▶ [PROBLEM STATEMENT]
Set down every entry exactly as given. Pictures are to be left out.

----- RECORDS TO USE -----

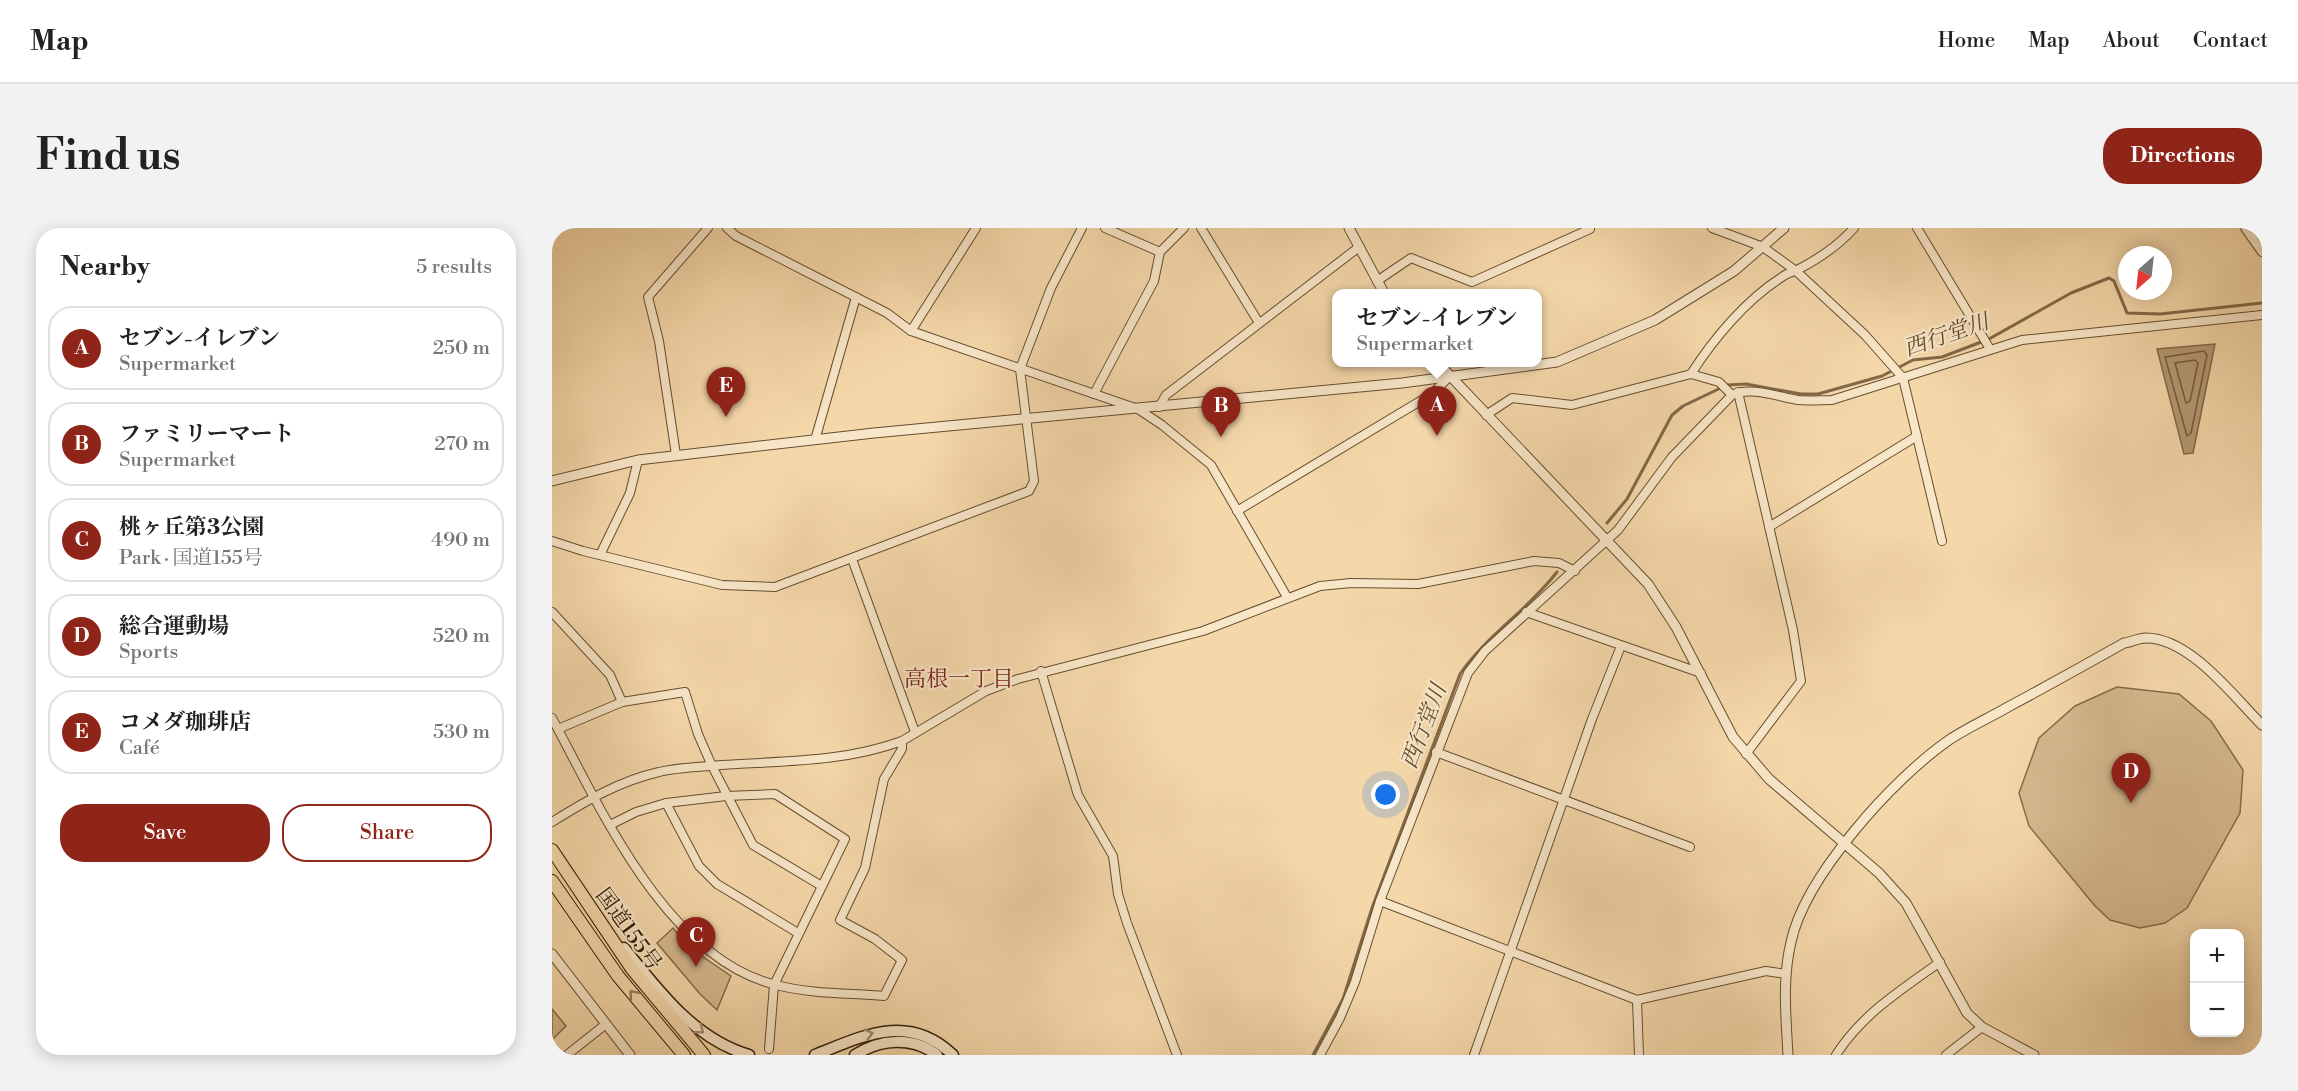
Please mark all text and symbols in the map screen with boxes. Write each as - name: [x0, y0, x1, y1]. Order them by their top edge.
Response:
- text: Map: [30, 24, 89, 59]
- text: Home: [1938, 28, 1995, 54]
- text: Map: [2028, 28, 2070, 54]
- text: About: [2103, 28, 2160, 54]
- text: Contact: [2193, 28, 2268, 54]
- button: Directions: [2103, 128, 2262, 184]
- text: Find us: [36, 130, 180, 183]
- north arrow: [2118, 246, 2172, 300]
- text: Nearby: [60, 251, 150, 283]
- text: 5 results: [416, 255, 492, 280]
- popup: [1332, 289, 1542, 367]
- text: セブン-イレブン: [1357, 305, 1517, 332]
- water label: 西行堂川: [1900, 308, 1994, 363]
- text: セブン-イレブン: [119, 325, 280, 352]
- text: Supermarket: [1357, 332, 1474, 357]
- text: A: [74, 336, 89, 361]
- text: 250 m: [433, 336, 490, 361]
- text: Supermarket: [119, 352, 236, 377]
- pin: E: [706, 368, 746, 417]
- pin: A: [1418, 386, 1456, 436]
- pin: B: [1202, 388, 1240, 437]
- text: ファミリーマート: [119, 421, 295, 448]
- text: B: [74, 432, 89, 457]
- text: 270 m: [434, 432, 490, 457]
- text: Supermarket: [119, 448, 236, 473]
- text: 桃ヶ丘第3公園: [119, 514, 264, 541]
- text: C: [74, 528, 89, 553]
- text: 490 m: [431, 528, 490, 553]
- text: Park · 国道155号: [119, 546, 263, 571]
- text: 総合運動場: [119, 613, 229, 640]
- text: D: [74, 624, 89, 649]
- text: 520 m: [433, 624, 490, 649]
- text: Sports: [119, 640, 178, 665]
- district label: 高根一丁目: [904, 666, 1014, 693]
- water label: 西行堂川: [1396, 679, 1453, 772]
- text: コメダ珈琲店: [119, 709, 251, 736]
- text: E: [75, 720, 88, 745]
- text: 530 m: [433, 720, 490, 745]
- text: Café: [119, 736, 160, 761]
- pin: D: [2112, 754, 2150, 803]
- your location: [1371, 780, 1400, 809]
- button: Save: [60, 804, 270, 862]
- button: Share: [282, 804, 492, 862]
- street label: 国道155号: [590, 883, 667, 976]
- pin: C: [676, 918, 716, 967]
- map controls: [2190, 929, 2244, 1037]
- button: +: [2190, 929, 2244, 983]
- button: −: [2190, 983, 2244, 1037]
- one-way arrow: [629, 990, 640, 1001]
- one-way arrow: [693, 1023, 704, 1034]
- one-way arrow: [863, 1029, 874, 1041]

-----

▶ [ANSWER BOX]
Please mark all text and symbols in the map screen with boxes. Write each as - name: [x0, y0, x1, y1]. Order them by their top edge.
Response:
- text: Map: [30, 24, 89, 59]
- text: Home: [1938, 28, 1995, 54]
- text: Map: [2028, 28, 2070, 54]
- text: About: [2103, 28, 2160, 54]
- text: Contact: [2193, 28, 2268, 54]
- button: Directions: [2103, 128, 2262, 184]
- text: Find us: [36, 130, 180, 183]
- north arrow: [2118, 246, 2172, 300]
- text: Nearby: [60, 251, 150, 283]
- text: 5 results: [416, 255, 492, 280]
- popup: [1332, 289, 1542, 367]
- text: セブン-イレブン: [1357, 305, 1517, 332]
- water label: 西行堂川: [1900, 308, 1994, 363]
- text: セブン-イレブン: [119, 325, 280, 352]
- text: Supermarket: [1357, 332, 1474, 357]
- text: A: [74, 336, 89, 361]
- text: 250 m: [433, 336, 490, 361]
- text: Supermarket: [119, 352, 236, 377]
- pin: E: [706, 368, 746, 417]
- pin: A: [1418, 386, 1456, 436]
- pin: B: [1202, 388, 1240, 437]
- text: ファミリーマート: [119, 421, 295, 448]
- text: B: [74, 432, 89, 457]
- text: 270 m: [434, 432, 490, 457]
- text: Supermarket: [119, 448, 236, 473]
- text: 桃ヶ丘第3公園: [119, 514, 264, 541]
- text: C: [74, 528, 89, 553]
- text: 490 m: [431, 528, 490, 553]
- text: Park · 国道155号: [119, 546, 263, 571]
- text: 総合運動場: [119, 613, 229, 640]
- text: D: [74, 624, 89, 649]
- text: 520 m: [433, 624, 490, 649]
- text: Sports: [119, 640, 178, 665]
- district label: 高根一丁目: [904, 666, 1014, 693]
- water label: 西行堂川: [1396, 679, 1453, 772]
- text: コメダ珈琲店: [119, 709, 251, 736]
- text: E: [75, 720, 88, 745]
- text: 530 m: [433, 720, 490, 745]
- text: Café: [119, 736, 160, 761]
- pin: D: [2112, 754, 2150, 803]
- your location: [1371, 780, 1400, 809]
- button: Save: [60, 804, 270, 862]
- button: Share: [282, 804, 492, 862]
- street label: 国道155号: [590, 883, 667, 976]
- pin: C: [676, 918, 716, 967]
- map controls: [2190, 929, 2244, 1037]
- button: +: [2190, 929, 2244, 983]
- button: −: [2190, 983, 2244, 1037]
- one-way arrow: [629, 990, 640, 1001]
- one-way arrow: [693, 1023, 704, 1034]
- one-way arrow: [863, 1029, 874, 1041]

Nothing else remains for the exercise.